On a roughly 4-to-1 margin, retired state employees on Monday approved a settlement offer to resolve a court fight over the 2011 overhaul of the pension system. The fate of the settlement remains unclear since it still faces approval by a series of union groups, the General Assembly, and the Superior Court judge overseeing the case, Sarah Taft-Carter.
Multiple retirees leaving a closed meeting where the vote was announced say approval came on a margin of 1168 to 332 -- reflecting participation by a small fraction of state employees. Carly Iafrate, the lawyer representing retirees, declined comment, citing a gag order imposed by Taft-Carter.
Retirees who favored the deal say they liked the idea of resolving it and grasping certainty, rather than the unpredictability of a court fight that could stretch for years.

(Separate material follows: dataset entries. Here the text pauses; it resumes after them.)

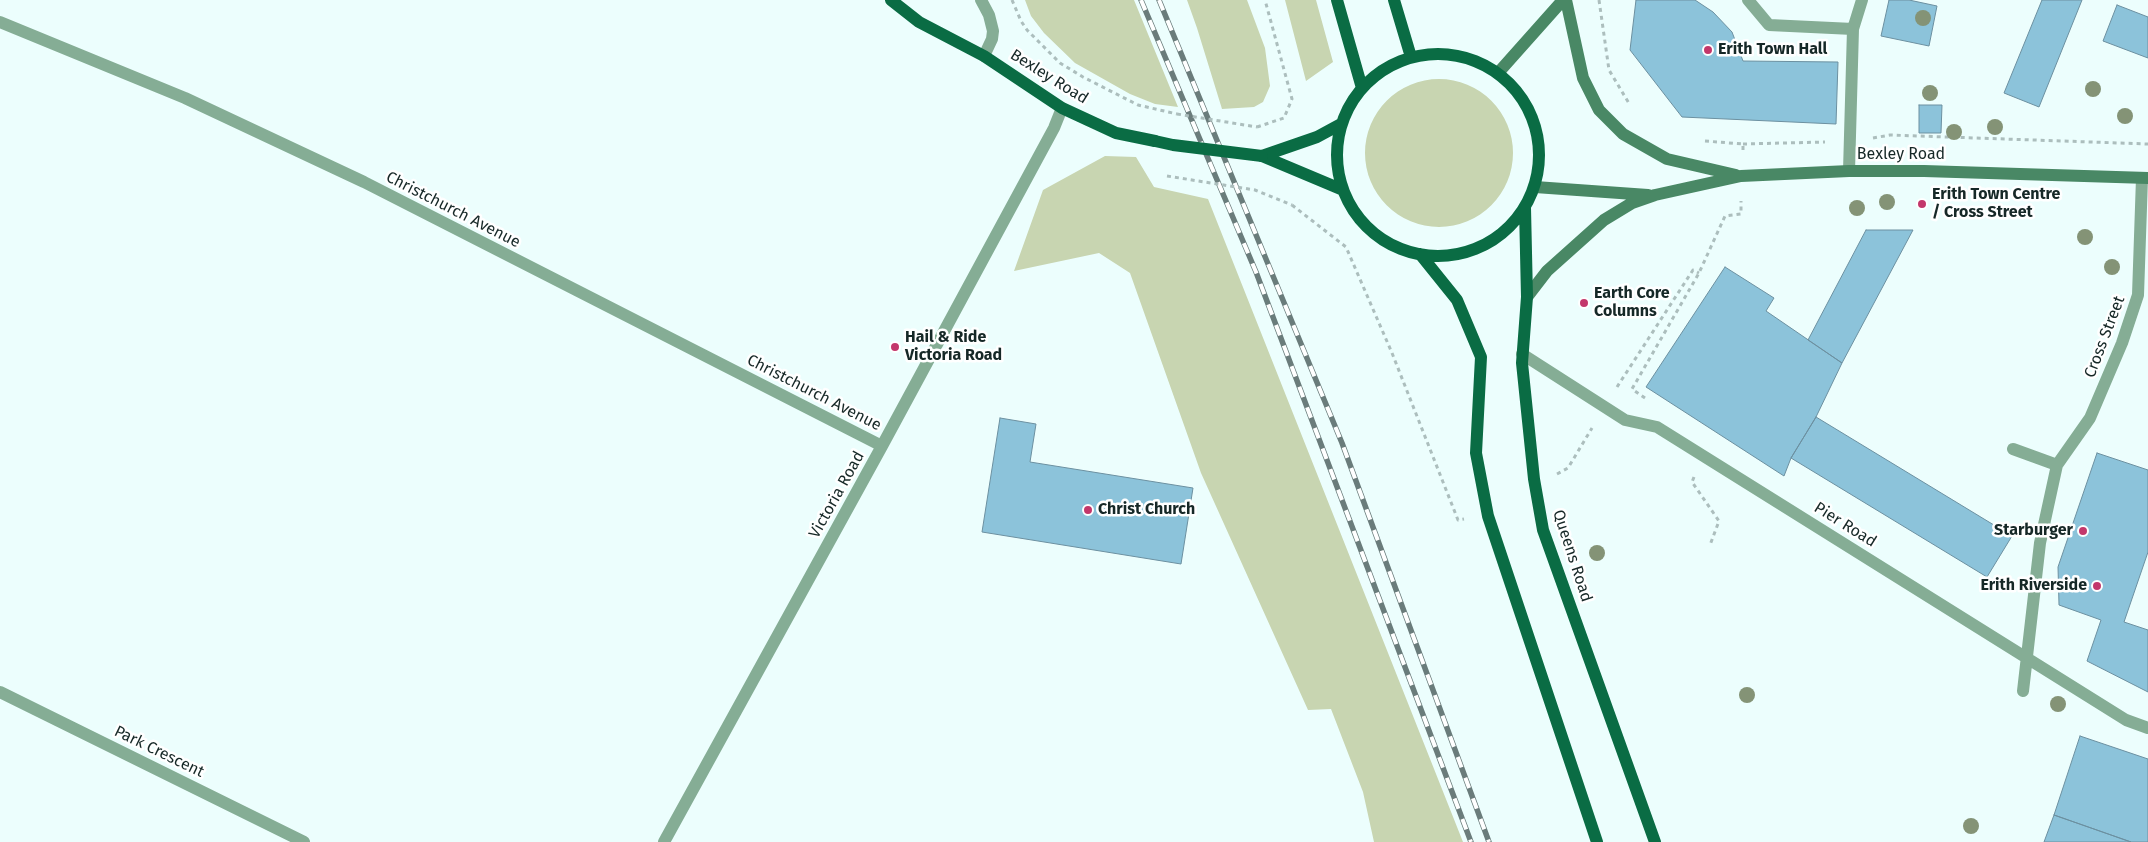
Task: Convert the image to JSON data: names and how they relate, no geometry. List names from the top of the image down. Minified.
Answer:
{"streets":{"main road":["Bexley Road","Queens Road"],"street":["Christchurch Avenue","Cross Street","Victoria Road","Pier Road","Park Crescent"]},"crossings":[["Bexley Road","Cross Street"],["Bexley Road","Victoria Road"],["Bexley Road","Queens Road"],["Christchurch Avenue","Victoria Road"],["Cross Street","Pier Road"],["Pier Road","Queens Road"]],"places":["Erith Town Hall","Erith Town Centre / Cross Street","Earth Core Columns","Hail & Ride Victoria Road","Christ Church","Starburger","Erith Riverside"]}
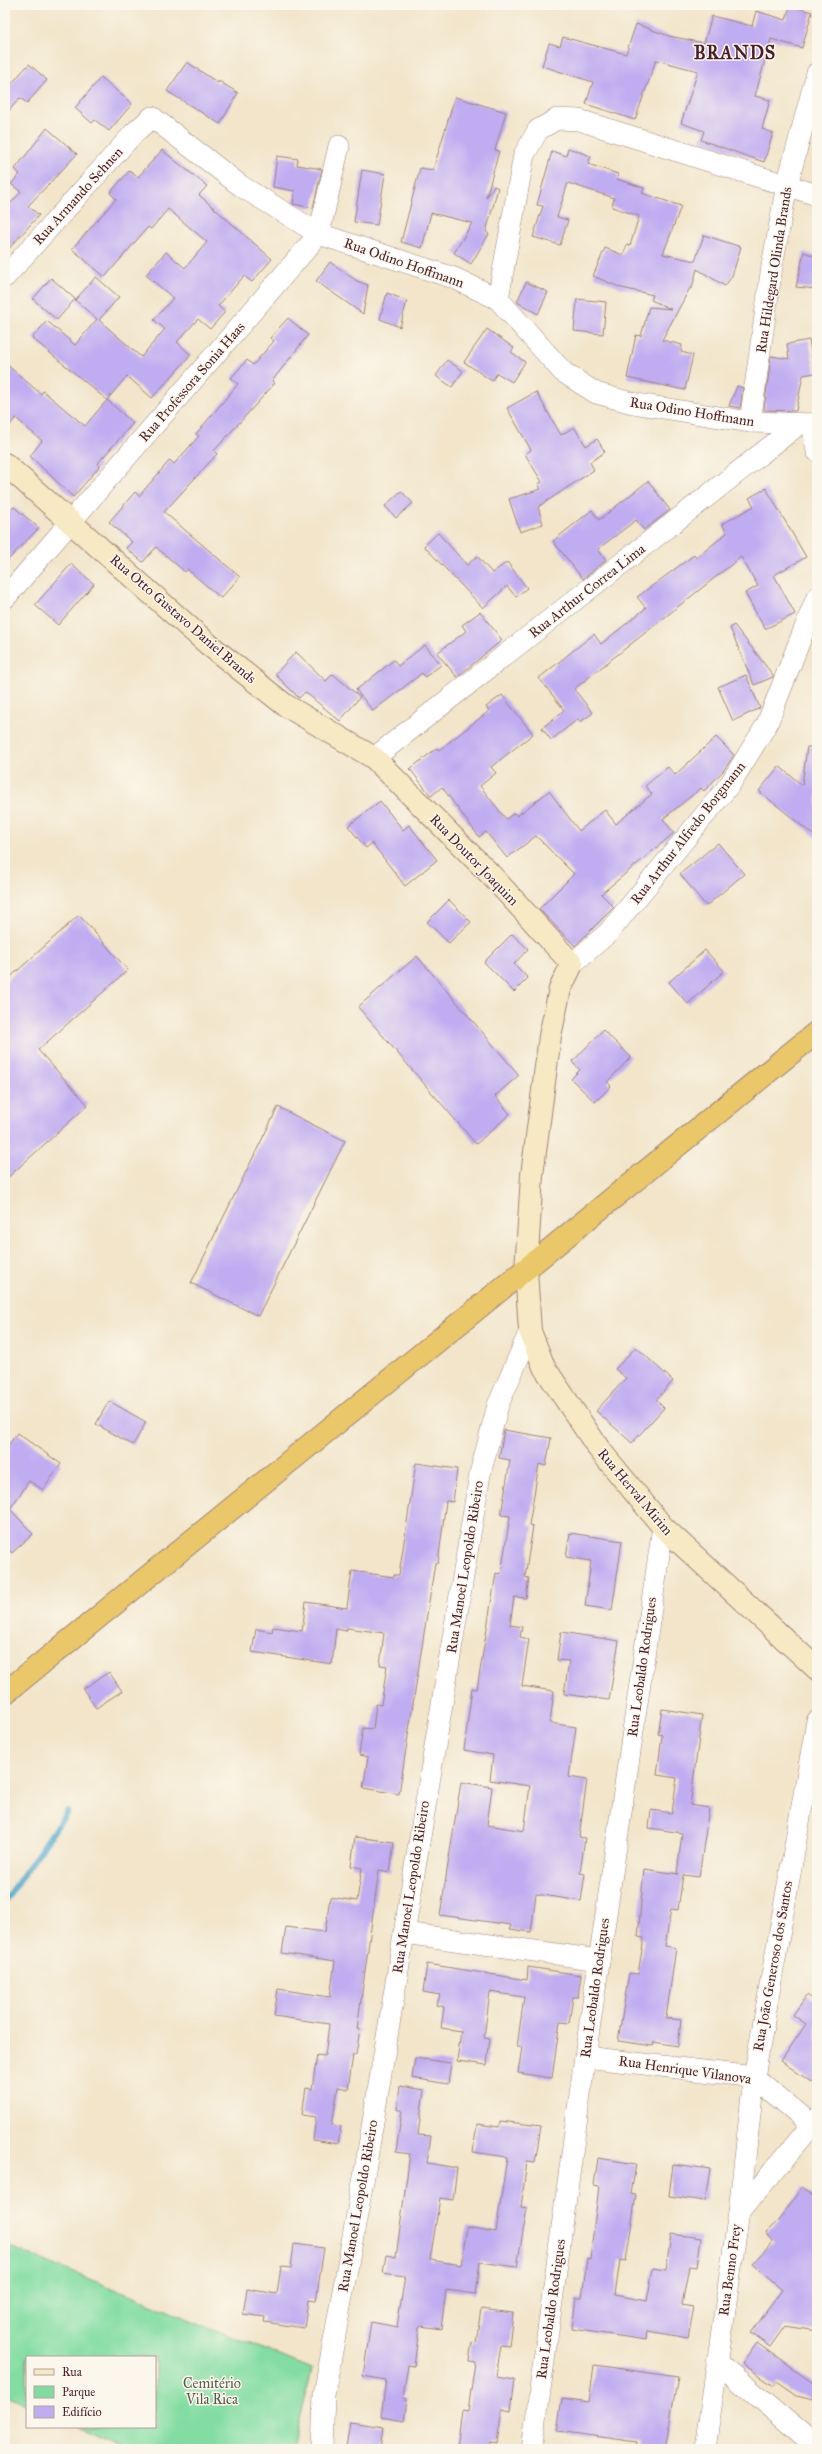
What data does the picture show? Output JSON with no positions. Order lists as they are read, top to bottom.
{
  "streets": {
    "street": [
      "Rua Armando Sehnen",
      "Rua Odino Hoffmann",
      "Rua Hildegard Olinda Brands",
      "Rua Professora Sonia Haas",
      "Rua Arthur Correa Lima",
      "Rua Otto Gustavo Daniel Brands",
      "Rua Arthur Alfredo Borgmann",
      "Rua Doutor Joaquim",
      "Rua Herval Mirim",
      "Rua Manoel Leopoldo Ribeiro",
      "Rua Leobaldo Rodrigues",
      "Rua João Generoso dos Santos",
      "Rua Henrique Vilanova",
      "Rua Benno Frey"
    ]
  },
  "crossings": [
    ["Rua Armando Sehnen", "Rua Odino Hoffmann"],
    ["Rua Odino Hoffmann", "Rua Hildegard Olinda Brands"],
    ["Rua Odino Hoffmann", "Rua Professora Sonia Haas"],
    ["Rua Odino Hoffmann", "Rua Arthur Correa Lima"],
    ["Rua Professora Sonia Haas", "Rua Otto Gustavo Daniel Brands"],
    ["Rua Arthur Correa Lima", "Rua Otto Gustavo Daniel Brands"],
    ["Rua Arthur Correa Lima", "Rua Doutor Joaquim"],
    ["Rua Otto Gustavo Daniel Brands", "Rua Doutor Joaquim"],
    ["Rua Arthur Alfredo Borgmann", "Rua Doutor Joaquim"],
    ["Rua Arthur Alfredo Borgmann", "Rua Herval Mirim"],
    ["Rua Doutor Joaquim", "Rua Herval Mirim"],
    ["Rua Herval Mirim", "Rua Manoel Leopoldo Ribeiro"],
    ["Rua Herval Mirim", "Rua Leobaldo Rodrigues"],
    ["Rua Leobaldo Rodrigues", "Rua Henrique Vilanova"],
    ["Rua João Generoso dos Santos", "Rua Henrique Vilanova"],
    ["Rua João Generoso dos Santos", "Rua Benno Frey"],
    ["Rua Henrique Vilanova", "Rua Benno Frey"]
  ],
  "districts": ["BRANDS"],
  "parks": ["Cemitério Vila Rica"],
  "legend": ["Rua", "Parque", "Edifício"]
}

“Well, know I can plan and I know what I’m going to have and I can plan on adjustments I have to make financially to take care of my family’s future,” said retired teacher Bill Murphy.
Some other retirees attending a closed informational session at Twin River in Lincoln were sharply critical of a process they called unfair.
The latest settlement offer is similar to one narrowly rejected last year. It offers two one-time payments of $500 and bases cost of living adjustments on a slightly large amount, $30,000, as opposed to $25,000.
A series of union groups face a Friday deadline for voting on the proposed settlement. If the settlement does not move forward, a legal challenge to the 2011 pension overhaul is slated to begin in Superior Court April 20.
The 2011 overhaul reduced Rhode Island's long-term pension obligations by $4 billion -- a step that Governor Gina Raimondo -- who led the overhaul as state treasurer -- called vital for the pension plan's survival. Public-employee unions say changes to retirement ages and cost of living adjustments constituted a broken promise by the state, and they went to court to challenge it.